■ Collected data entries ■
☆ ☆ ☆ ☆ ☆
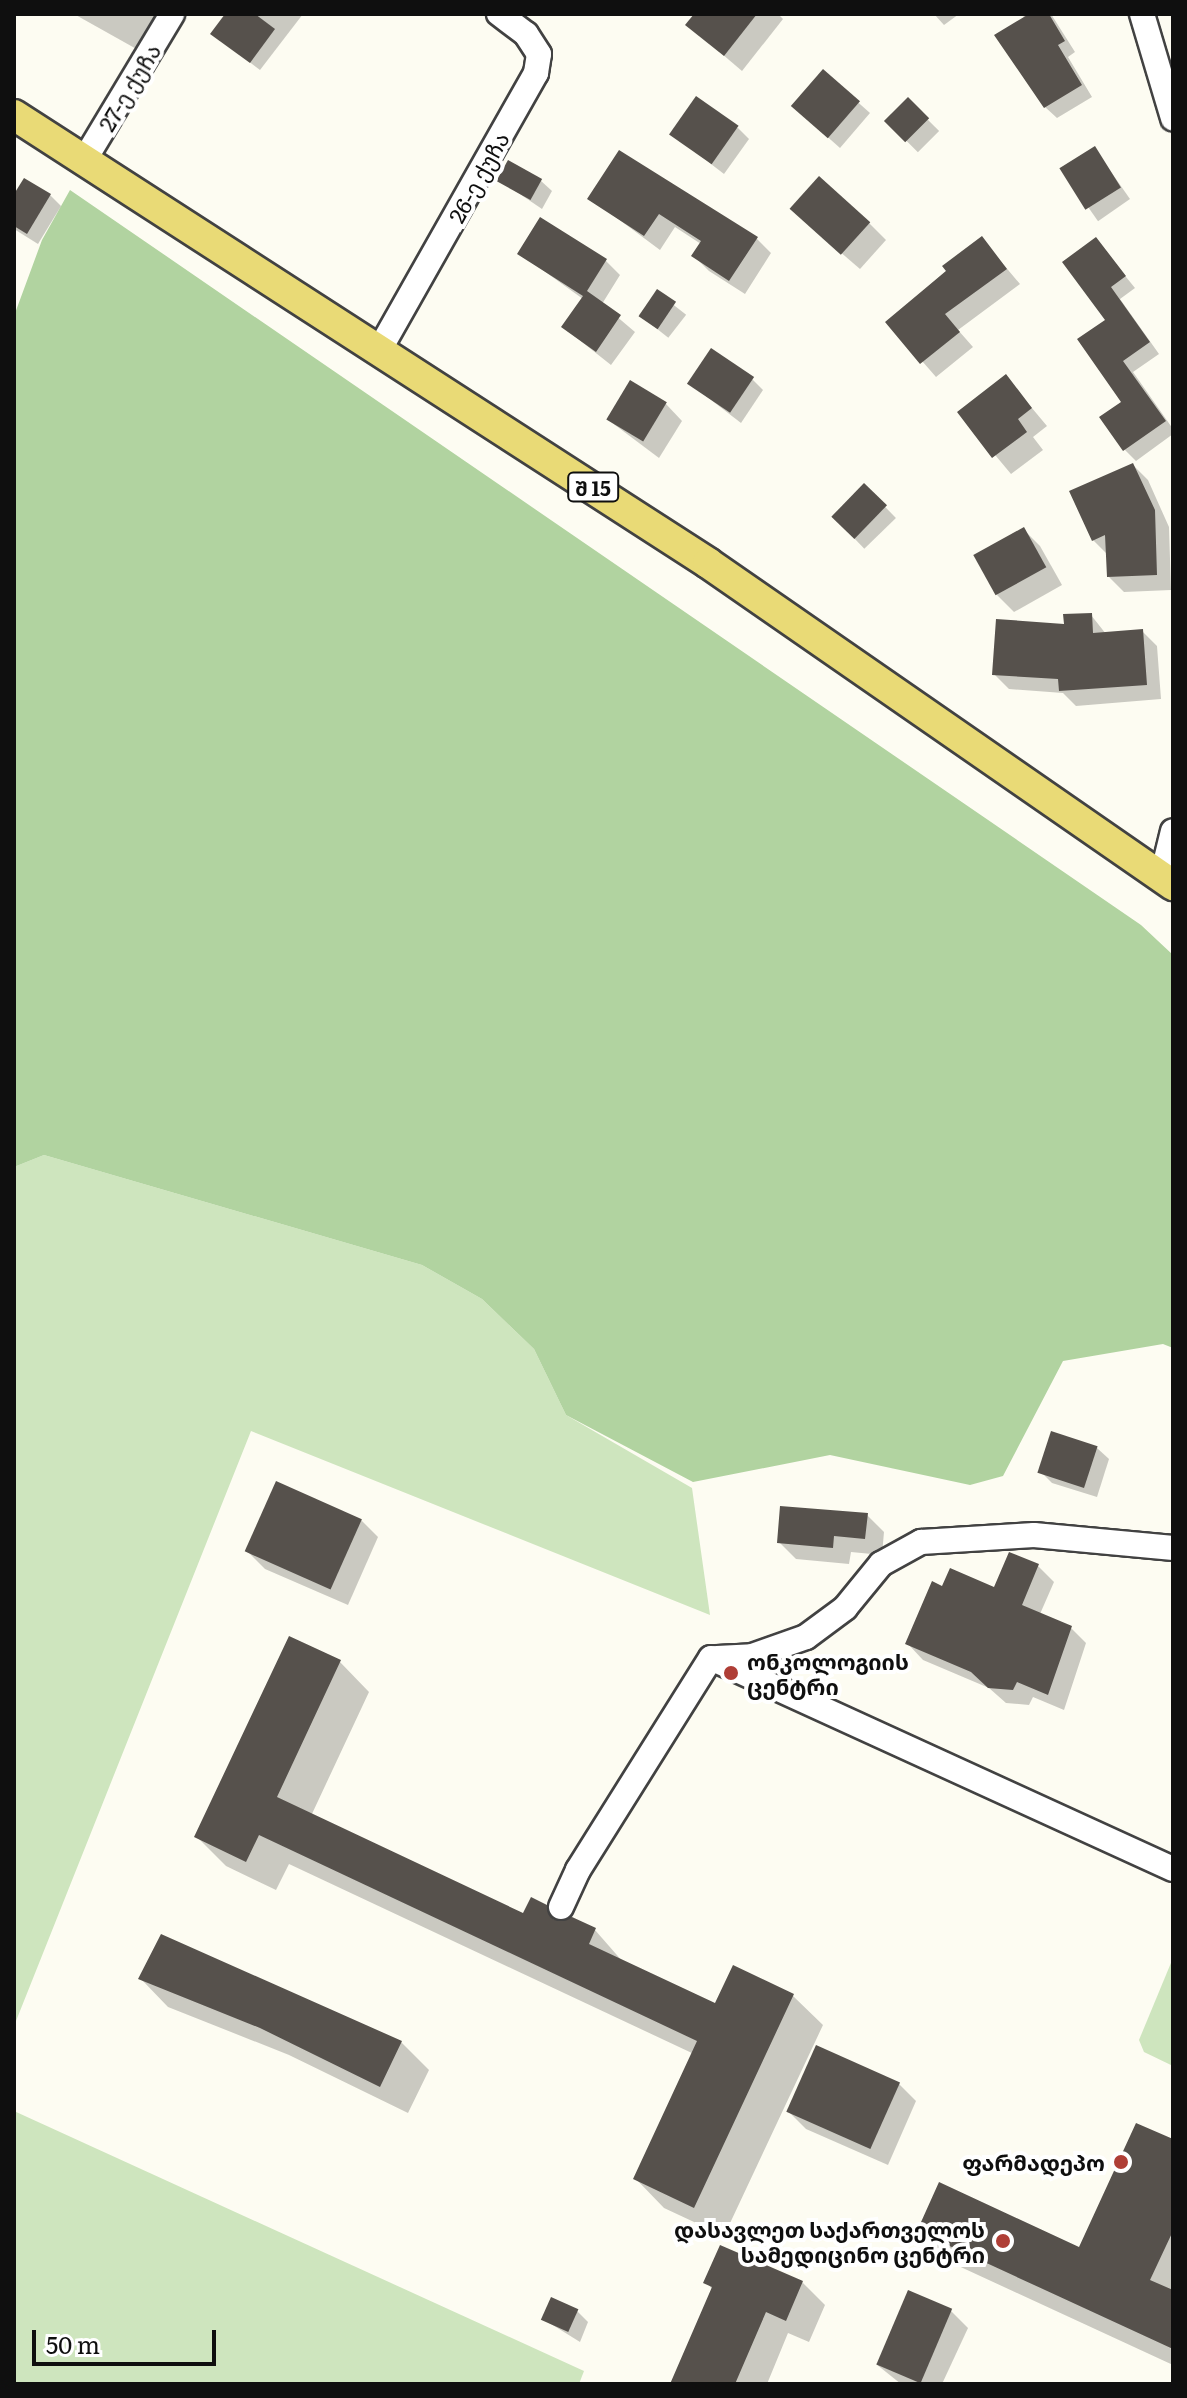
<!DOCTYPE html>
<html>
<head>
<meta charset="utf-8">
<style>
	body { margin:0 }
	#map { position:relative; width:1187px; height:2398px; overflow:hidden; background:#fdfcf2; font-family:Literata,"Noto Sans Georgian",serif }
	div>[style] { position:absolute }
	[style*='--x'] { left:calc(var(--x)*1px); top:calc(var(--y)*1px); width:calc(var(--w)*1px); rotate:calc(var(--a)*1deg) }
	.green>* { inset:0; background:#cee5be }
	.forest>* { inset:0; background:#b1d3a0 }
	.shadow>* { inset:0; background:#0003; transform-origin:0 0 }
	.building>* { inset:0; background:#56514c; transform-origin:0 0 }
	.roads { filter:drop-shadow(2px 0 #424242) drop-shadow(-2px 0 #424242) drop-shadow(0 2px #424242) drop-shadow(0 -2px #424242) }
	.minor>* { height:24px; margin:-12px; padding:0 12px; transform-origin:12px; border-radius:12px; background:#fff }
	.major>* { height:30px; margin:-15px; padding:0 15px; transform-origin:15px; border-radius:15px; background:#e9da76 }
	.dots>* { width:22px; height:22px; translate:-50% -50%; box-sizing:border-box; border:4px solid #fff; border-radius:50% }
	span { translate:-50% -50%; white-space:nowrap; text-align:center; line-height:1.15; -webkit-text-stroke:8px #fff; paint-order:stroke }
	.shield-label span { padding:2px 6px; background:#fff; border:2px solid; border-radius:6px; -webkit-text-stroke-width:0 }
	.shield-label { font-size:20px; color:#0f0f0f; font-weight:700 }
	.street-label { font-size:22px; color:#0f0f0f }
	.poi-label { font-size:22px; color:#0f0f0f; font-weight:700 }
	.left { translate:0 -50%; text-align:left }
	.right { translate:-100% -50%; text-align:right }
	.frame { position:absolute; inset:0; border:16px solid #0f0f0f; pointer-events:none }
	.scale { position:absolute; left:32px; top:2330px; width:184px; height:36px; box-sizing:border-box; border:4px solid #0f0f0f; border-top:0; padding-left:10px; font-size:24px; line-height:28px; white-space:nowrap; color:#0f0f0f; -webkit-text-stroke:6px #fff; paint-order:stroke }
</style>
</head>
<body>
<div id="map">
	<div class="green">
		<i style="clip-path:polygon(44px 1155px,422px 1265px,482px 1299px,534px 1349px,566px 1415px,692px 1488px,710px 1615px,251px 1431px,14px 2026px,14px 1167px)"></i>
		<i style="clip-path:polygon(1173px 1958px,1173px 2066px,1144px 2052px,1139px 2040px)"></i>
		<i style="clip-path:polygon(14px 2111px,584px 2371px,579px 2384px,14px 2384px)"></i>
	</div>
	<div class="forest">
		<i style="clip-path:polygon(70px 190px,1141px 925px,1173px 955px,1173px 1348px,1163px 1344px,1063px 1361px,1003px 1476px,970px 1485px,830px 1455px,693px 1482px,566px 1415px,534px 1349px,482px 1299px,422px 1265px,44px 1155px,14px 1167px,14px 316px,42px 240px)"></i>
	</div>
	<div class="shadow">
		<i style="clip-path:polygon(74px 14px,161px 14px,140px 51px)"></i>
		<i style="clip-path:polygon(228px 14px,303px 14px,260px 70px,213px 34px)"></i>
		<i style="clip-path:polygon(697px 14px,778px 14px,783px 19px,742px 71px,688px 25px)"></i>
		<i style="clip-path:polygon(934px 14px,959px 14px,944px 25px)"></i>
		<i style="clip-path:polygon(1023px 14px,1051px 14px,1075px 52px,1068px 57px,1092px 97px,1057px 118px,1045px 107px)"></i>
		<i style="clip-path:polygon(824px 72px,870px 113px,840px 148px,805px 117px)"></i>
		<i style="left:908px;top:100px;width:44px;height:30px;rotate:45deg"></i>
		<i style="clip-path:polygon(738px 128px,749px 139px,724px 174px,672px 134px)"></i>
		<i style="left:1095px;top:149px;width:61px;height:39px;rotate:55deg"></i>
		<i style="clip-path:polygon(619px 153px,756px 238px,771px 253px,745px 294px,709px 271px,694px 256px,701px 244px,675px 227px,660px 250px,590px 198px)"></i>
		<i style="clip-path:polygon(499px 180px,540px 180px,552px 191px,542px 209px)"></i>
		<i style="clip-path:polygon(50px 195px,61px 206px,38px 244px,14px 229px,14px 198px)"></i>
		<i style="clip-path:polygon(869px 223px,886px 240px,860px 269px,810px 226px)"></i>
		<i style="clip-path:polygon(982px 239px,1020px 284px,958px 330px,973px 347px,936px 377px,888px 322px)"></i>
		<i style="clip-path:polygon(1096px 240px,1135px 288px,1120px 299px,1159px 354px,1133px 372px,1173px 429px,1173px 434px,1136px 461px,1125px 450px,1124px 402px)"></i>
		<i style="clip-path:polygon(519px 253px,606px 261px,620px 275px,602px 304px,635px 332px,611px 365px,563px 327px,583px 299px)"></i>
		<i style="left:657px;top:292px;width:37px;height:29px;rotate:38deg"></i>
		<i style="clip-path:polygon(1006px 377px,1047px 426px,1033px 437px,1043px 450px,1011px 474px,960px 413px)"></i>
		<i style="clip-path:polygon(752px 379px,763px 390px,741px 423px,689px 383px)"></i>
		<i style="clip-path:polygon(666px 404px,682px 421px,659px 458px,607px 419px)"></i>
		<i style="clip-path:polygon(1133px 465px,1148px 480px,1169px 527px,1171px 590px,1124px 592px,1109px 577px,1108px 555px,1093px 540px)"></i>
		<i style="left:864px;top:485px;width:46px;height:44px;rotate:46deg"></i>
		<i style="clip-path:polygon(1023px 529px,1040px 546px,1062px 585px,1014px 612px,997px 595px)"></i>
		<i style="clip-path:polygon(1091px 615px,1106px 634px,1142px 631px,1157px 646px,1161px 699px,1076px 706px,1063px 693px,1009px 689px,994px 674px)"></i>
		<i style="clip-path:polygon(1097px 1448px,1109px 1459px,1097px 1497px,1052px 1483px,1041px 1472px)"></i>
		<i style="clip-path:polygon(867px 1515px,884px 1532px,882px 1555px,851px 1552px,849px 1564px,796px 1559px,779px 1542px)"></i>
		<i style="clip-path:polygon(361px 1520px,378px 1537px,348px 1605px,265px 1569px,248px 1552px)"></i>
		<i style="clip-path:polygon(1038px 1566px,1054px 1582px,1040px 1614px,1070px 1627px,1086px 1643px,1064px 1710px,1033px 1697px,1029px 1705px,1006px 1703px,989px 1688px,923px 1660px,908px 1644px,943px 1588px,995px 1590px)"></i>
		<i style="clip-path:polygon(340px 1662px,369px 1692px,311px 1816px,524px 1916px,545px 1906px,560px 1921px,595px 1930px,623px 1962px,716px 2006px,793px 1996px,823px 2025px,724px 2236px,664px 2208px,635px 2178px,694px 2054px,289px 1864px,276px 1890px,226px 1866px,197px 1837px)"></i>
		<i style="clip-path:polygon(141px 1979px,401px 2042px,429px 2070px,408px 2113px,289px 2055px,168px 2007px)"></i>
		<i style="clip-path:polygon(817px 2048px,899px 2084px,916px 2101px,888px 2165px,806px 2129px,789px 2112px)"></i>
		<i style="clip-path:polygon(1173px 2142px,1173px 2365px,952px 2263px,920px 2230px,1080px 2250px)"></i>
		<i style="clip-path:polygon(706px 2282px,802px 2282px,825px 2305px,809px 2342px,788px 2333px,767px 2384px,673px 2384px,713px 2290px)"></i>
		<i style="clip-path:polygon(577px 2311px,588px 2322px,580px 2342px,543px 2319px)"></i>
		<i style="clip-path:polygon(951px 2311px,968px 2328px,942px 2384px,901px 2384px,876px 2364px)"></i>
	</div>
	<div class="building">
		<i style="clip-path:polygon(225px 14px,255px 14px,275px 29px,250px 63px,210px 34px)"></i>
		<i style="clip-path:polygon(694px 14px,757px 14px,724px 56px,685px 25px)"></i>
		<i style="clip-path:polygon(1029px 14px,1049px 14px,1065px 41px,1058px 45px,1082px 85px,1044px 108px,994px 35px)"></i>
		<i style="left:823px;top:69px;width:49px;height:49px;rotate:41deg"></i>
		<i style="left:696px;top:96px;width:52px;height:47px;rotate:35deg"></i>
		<i style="left:908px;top:97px;width:30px;height:34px;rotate:45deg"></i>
		<i style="left:1095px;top:146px;width:49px;height:42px;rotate:58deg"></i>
		<i style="clip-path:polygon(619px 150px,758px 237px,729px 281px,691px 256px,701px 241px,659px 214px,644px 236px,587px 199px)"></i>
		<i style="left:508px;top:160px;width:39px;height:24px;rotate:29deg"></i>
		<i style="left:819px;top:176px;width:69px;height:44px;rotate:42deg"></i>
		<i style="clip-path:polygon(24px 178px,51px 194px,27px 234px,14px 226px,14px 194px)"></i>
		<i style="clip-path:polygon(540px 217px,607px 259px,587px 291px,621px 315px,596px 352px,561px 327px,583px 296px,517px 254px)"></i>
		<i style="clip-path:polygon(982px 236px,1007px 269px,945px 314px,960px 332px,920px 364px,885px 322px,946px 271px,942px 266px)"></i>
		<i style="clip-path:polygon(1096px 237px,1126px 276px,1111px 287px,1150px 342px,1123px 361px,1166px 421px,1123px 451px,1099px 417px,1121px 402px,1077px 339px,1105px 320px,1062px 262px)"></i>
		<i style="left:657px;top:289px;width:23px;height:33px;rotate:34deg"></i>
		<i style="left:711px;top:348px;width:52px;height:43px;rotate:34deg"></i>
		<i style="clip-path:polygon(1006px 374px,1032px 408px,1018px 419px,1027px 432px,992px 458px,957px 412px)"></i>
		<i style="left:630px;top:380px;width:43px;height:46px;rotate:31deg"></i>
		<i style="clip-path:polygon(1133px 463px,1155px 510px,1157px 575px,1107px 577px,1105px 535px,1092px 541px,1069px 491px)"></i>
		<i style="left:864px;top:483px;width:32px;height:47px;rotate:44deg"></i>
		<i style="left:1024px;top:527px;width:46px;height:58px;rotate:61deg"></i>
		<i style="clip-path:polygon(1092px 613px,1093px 633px,1143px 629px,1147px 685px,1059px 691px,1058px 679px,992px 675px,996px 619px,1064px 624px,1063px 614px)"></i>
		<i style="left:1051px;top:1431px;width:49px;height:44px;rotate:18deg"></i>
		<i style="left:276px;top:1481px;width:94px;height:77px;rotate:24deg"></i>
		<i style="clip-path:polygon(780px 1506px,868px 1513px,865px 1539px,834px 1536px,833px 1548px,777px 1543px)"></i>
		<i style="clip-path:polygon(1009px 1552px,1039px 1564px,1022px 1605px,1072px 1626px,1048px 1695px,1017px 1682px,1013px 1690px,988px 1688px,971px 1672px,905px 1644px,932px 1581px,942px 1586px,950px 1568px,994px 1587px)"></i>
		<i style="clip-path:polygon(289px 1636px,341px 1660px,277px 1797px,523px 1913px,531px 1897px,547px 1905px,554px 1920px,572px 1917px,596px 1928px,589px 1944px,715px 2003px,733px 1965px,794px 1994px,694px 2208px,633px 2179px,697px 2041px,259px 1835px,246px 1862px,194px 1837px)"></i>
		<i style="clip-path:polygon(161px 1934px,402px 2041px,380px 2087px,260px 2028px,138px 1979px)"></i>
		<i style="left:816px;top:2045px;width:92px;height:73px;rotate:24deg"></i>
		<i style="clip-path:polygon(1136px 2123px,1173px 2139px,1173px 2231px,1150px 2280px,1173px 2290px,1173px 2349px,917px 2231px,939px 2182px,1079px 2247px)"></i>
		<i style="clip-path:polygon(720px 2245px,803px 2281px,786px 2321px,766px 2312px,735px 2384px,670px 2384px,712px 2287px,703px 2283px)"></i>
		<i style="left:908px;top:2290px;width:48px;height:81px;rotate:23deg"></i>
		<i style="left:551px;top:2297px;width:30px;height:25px;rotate:24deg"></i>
	</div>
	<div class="roads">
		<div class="minor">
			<i style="--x:1142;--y:14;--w:109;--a:73.4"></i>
			<i style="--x:85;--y:159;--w:169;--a:-59"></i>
			<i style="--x:381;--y:347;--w:315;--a:-60.5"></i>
			<i style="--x:536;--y:73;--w:19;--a:-81"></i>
			<i style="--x:539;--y:54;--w:24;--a:-123"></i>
			<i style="--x:526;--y:34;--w:34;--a:-143"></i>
			<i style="--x:1162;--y:876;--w:46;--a:-76.3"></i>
			<i style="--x:711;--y:1658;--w:508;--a:24.55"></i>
			<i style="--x:717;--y:1658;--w:35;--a:-3"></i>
			<i style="--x:752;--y:1656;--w:57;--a:-19.4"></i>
			<i style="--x:806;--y:1637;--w:49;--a:-36.6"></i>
			<i style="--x:845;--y:1608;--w:57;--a:-50.7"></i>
			<i style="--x:881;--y:1564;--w:46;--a:-28.8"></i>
			<i style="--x:921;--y:1542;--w:113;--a:-3.5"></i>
			<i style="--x:1034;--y:1535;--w:140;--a:5.3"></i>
			<i style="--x:561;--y:1907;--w:41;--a:-65.3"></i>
			<i style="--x:578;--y:1870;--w:250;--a:-57.9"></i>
		</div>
		<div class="major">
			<i style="--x:14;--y:115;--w:826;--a:32.84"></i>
			<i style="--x:708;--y:563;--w:566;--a:34.7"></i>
		</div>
	</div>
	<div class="dots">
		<i style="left:731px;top:1673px;background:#af3e36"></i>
		<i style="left:1121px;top:2162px;background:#af3e36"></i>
		<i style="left:1003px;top:2241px;background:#af3e36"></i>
	</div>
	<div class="shield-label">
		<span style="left:593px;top:487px">შ 15</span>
	</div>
	<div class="street-label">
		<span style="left:129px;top:87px;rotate:-59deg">27-ე ქუჩა</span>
		<span style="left:478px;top:177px;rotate:-61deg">26-ე ქუჩა</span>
	</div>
	<div class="poi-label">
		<span class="left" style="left:747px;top:1673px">ონკოლოგიის<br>ცენტრი</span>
		<span class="right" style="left:1105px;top:2162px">ფარმადეპო</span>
		<span class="right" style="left:985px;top:2241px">დასავლეთ საქართველოს<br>სამედიცინო ცენტრი</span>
	</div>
	<div class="frame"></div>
	<div class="scale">50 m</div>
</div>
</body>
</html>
☆ ☆ ☆ ☆ ☆
■ TASK INSTRUCTIONS ■
Write down exactly the span of lines above from the one containing "position:relative; width:1187px; height:2398px;" to the one containing "padding:2px 6px; background:#fff;", both ends included.

■ TASK RESULT ■
	#map { position:relative; width:1187px; height:2398px; overflow:hidden; background:#fdfcf2; font-family:Literata,"Noto Sans Georgian",serif }
	div>[style] { position:absolute }
	[style*='--x'] { left:calc(var(--x)*1px); top:calc(var(--y)*1px); width:calc(var(--w)*1px); rotate:calc(var(--a)*1deg) }
	.green>* { inset:0; background:#cee5be }
	.forest>* { inset:0; background:#b1d3a0 }
	.shadow>* { inset:0; background:#0003; transform-origin:0 0 }
	.building>* { inset:0; background:#56514c; transform-origin:0 0 }
	.roads { filter:drop-shadow(2px 0 #424242) drop-shadow(-2px 0 #424242) drop-shadow(0 2px #424242) drop-shadow(0 -2px #424242) }
	.minor>* { height:24px; margin:-12px; padding:0 12px; transform-origin:12px; border-radius:12px; background:#fff }
	.major>* { height:30px; margin:-15px; padding:0 15px; transform-origin:15px; border-radius:15px; background:#e9da76 }
	.dots>* { width:22px; height:22px; translate:-50% -50%; box-sizing:border-box; border:4px solid #fff; border-radius:50% }
	span { translate:-50% -50%; white-space:nowrap; text-align:center; line-height:1.15; -webkit-text-stroke:8px #fff; paint-order:stroke }
	.shield-label span { padding:2px 6px; background:#fff; border:2px solid; border-radius:6px; -webkit-text-stroke-width:0 }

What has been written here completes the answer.